1. A method for converting a pre-conversion bitstream having a first format to a post-conversion bitstream having a second format, comprising the steps of: at least partially decompressing the pre- conversion bitstream to recover chroma data therein in a pixel domain; recovering quantization matrix data associated with luma data from the pre-conversion bitstream; and re-compressing data corresponding to the recovered chroma data; said re-compressing including re-quantizing of the data corresponding to the recovered chroma data according to the recovered luma quantization matrix to provide said post-conversion bitstream.

2. The method of claim 1, wherein said pre- conversion bitstream comprises inter coded images, and said recovered chroma data has a first chroma format that corresponds to said first format of said pre-converted bitstream, comprising the further steps of: recovering motion vectors associated with the luma data from the pre-conversion bitstream; using the recovered luma motion vectors to perform first motion compensation processing of the recovered chroma data for the inter-coded images; said first motion compensation processing using said first chroma format; filtering the chroma data after said first motion compensation processing to provide chroma data that has a second chroma format that corresponds to said second format of said post- conversion bitstream; and using the recovered luma motion vectors to perform second motion compensation processing of the chroma data with the second chroma format to provide said data for said re-compressing step.

3. The method of claim 2, wherein: with said second chroma format, one chroma block is provided for at least every two chroma blocks in said first chroma format.

4. The method of claim 2, wherein: data corresponding to the chroma data with the second chroma format provided by said filtering step is transformed from a pixel domain to a transform domain, then quantized, then inverse quantized and then inverse transformed to provide data for said second motion compensation processing.

5. The method of claim 1, comprising the further steps of: recovering a first quantization precision level from the pre-conversion bitstream; and if said first quantization precision level is greater than a maximum allowed precision level of the second format of the post-conversion bitstream:

(i) lowering the first quantization precision level,

(ii) recovering DC luma transform data from the pre-conversion bitstream, and

(iii) re-quantizing data corresponding to the recovered DC luma transform data according to the lowered quantization precision level.

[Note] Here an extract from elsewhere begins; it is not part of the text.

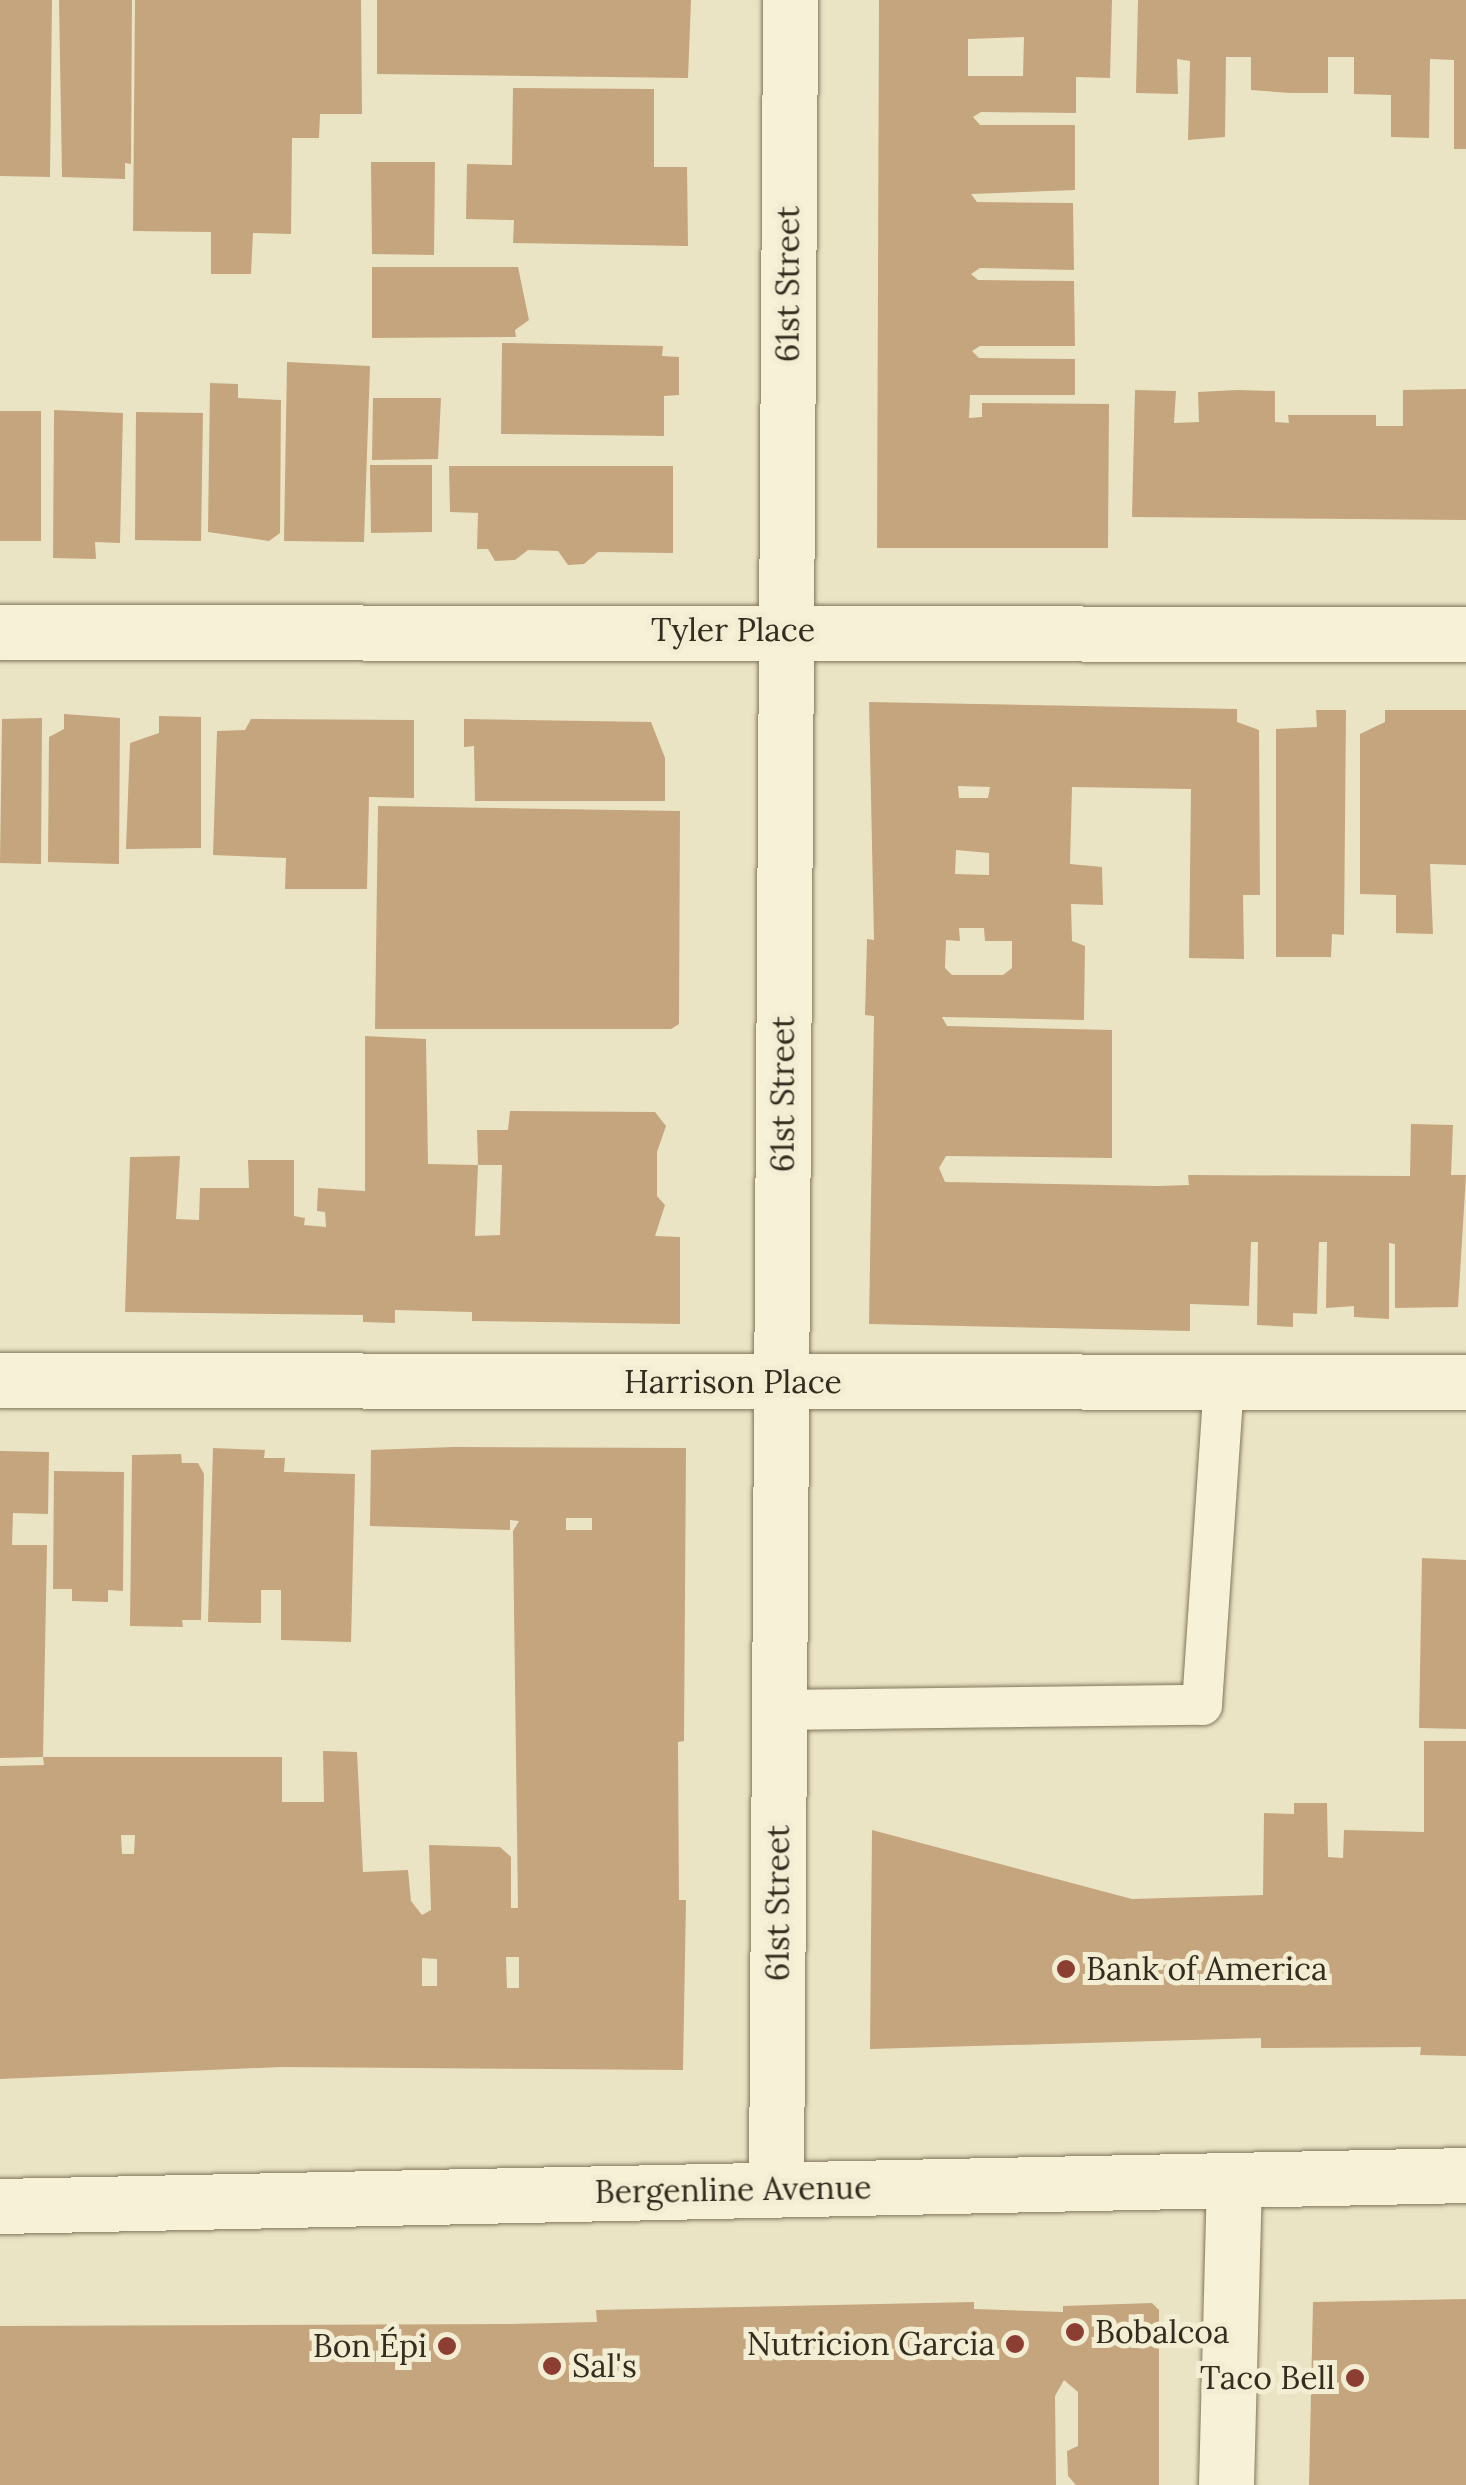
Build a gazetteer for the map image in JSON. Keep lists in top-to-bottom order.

6. The method of claim 1, wherein said pre- conversion bitstream comprises inter coded images, and said recovered chroma data has a first chroma format that corresponds to said first format of said pre-converted bitstream, comprising the further steps of: filtering the recovered chroma data to provide residue chroma data that has a second chroma format that corresponds to said second format of said post- conversion bitstream; recovering motion vectors associated with the luma data from the pre-conversion bitstream; and using the recovered luma motion vectors to perform motion compensation processing of data corresponding to the residue chroma data for the inter-coded images to provide said data for said re- compressing step; wherein said motion compensation processing uses said second chroma format.

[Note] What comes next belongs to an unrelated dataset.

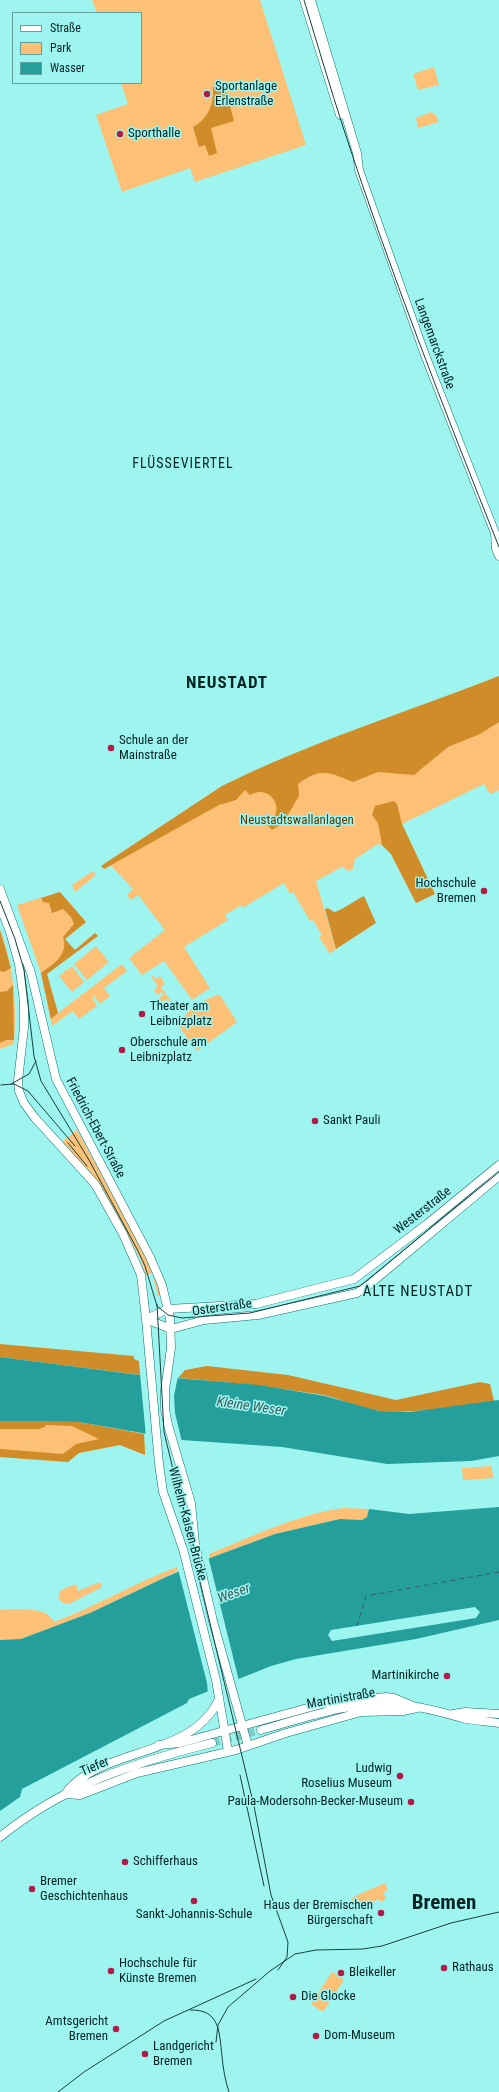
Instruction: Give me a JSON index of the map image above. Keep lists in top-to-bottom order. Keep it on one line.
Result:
{"streets":{"main road":["Langemarckstraße","Friedrich-Ebert-Straße","Westerstraße","Osterstraße","Wilhelm-Kaisen-Brücke","Martinistraße","Tiefer"]},"crossings":[["Friedrich-Ebert-Straße","Osterstraße"],["Friedrich-Ebert-Straße","Wilhelm-Kaisen-Brücke"],["Westerstraße","Osterstraße"]],"districts":["FLÜSSEVIERTEL","NEUSTADT","ALTE NEUSTADT","Bremen"],"water":["Kleine Weser","Weser"],"parks":["Neustadtswallanlagen"],"places":["Sportanlage Erlenstraße","Sporthalle","Schule an der Mainstraße","Hochschule Bremen","Theater am Leibnizplatz","Oberschule am Leibnizplatz","Sankt Pauli","Martinikirche","Ludwig Roselius Museum","Paula-Modersohn-Becker-Museum","Schifferhaus","Bremer Geschichtenhaus","Sankt-Johannis-Schule","Haus der Bremischen Bürgerschaft","Rathaus","Hochschule für Künste Bremen","Bleikeller","Die Glocke","Amtsgericht Bremen","Dom-Museum","Landgericht Bremen"],"legend":["Straße","Park","Wasser"]}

7. The method of claim 6, wherein: with said second chroma format, one chroma block is provided for at least every two chroma blocks in said first chroma format.

8. The method of claim 1, wherein: said first format comprises a 4:2:2 color format, and said second format comprises a 4:2:0 color format.

9. The method of claim 1, wherein: said first format comprises an MPEG 4:2:2

Profile format, and said second format comprises an MPEG Main Profile format.

10. The method of claim 1, wherein: a coded block pattern of the pre-conversion bitstream is modified for use in the post-conversion bitstream.

11. The method of claim 1, wherein: the pre-conversion bitstream and the post- conversion bitstream use the same macroblock coding type.

12. The method of claim 1, wherein: said re-quantization step is responsive to a rate control signal for setting a bit rate of the post-conversion bitstream.

13. The method of claim 1, wherein: the recovered luma quantization matrix is modified to improve coding efficiency of said post- conversion bitstream.

14. An apparatus for converting a pre- conversion bitstream having a first format to a post-conversion bitstream having a second format, comprising: means for at least partially decompressing the pre-conversion bitstream to recover chroma data therein in a pixel domain; means for recovering quantization matrix data associated with luma data from the pre-conversion bitstream; and means for re-compressing data corresponding to the recovered chroma data, including means for re- quantizing the data corresponding to the recovered chroma data according to the recovered luma quantization matrix to provide said post-conversion bitstream.

15. The apparatus of claim 14, wherein said pre-conversion bitstream comprises inter coded images, and said recovered chroma data has a first chroma format that corresponds to said first format of said pre-converted bitstream, further comprising: means for recovering motion vectors associated with the luma data from the pre-conversion bitstream; means for using the recovered luma motion vectors to perform first motion compensation processing of the recovered chroma data for the inter-coded images; said first motion compensation processing using said first chroma format; a filter for filtering the chroma data after said first motion compensation processing to provide chroma data that has a second chroma format that corresponds to said second format of said post- conversion bitstream; and means for using the recovered luma motion vectors to perform second motion compensation processing of the chroma data with the second chroma format to provide said data for said re-compressing means .

16. The apparatus of claim 15, wherein: with said second chroma format, one chroma block is provided for at least every two chroma blocks in said first chroma format.

17. The apparatus of claim 15, wherein: data corresponding to the chroma data with the second chroma format provided by said filter is transformed from a pixel domain to a transform domain, then quantized, then inverse quantized and then inverse transformed to provide data for said second motion compensation processing.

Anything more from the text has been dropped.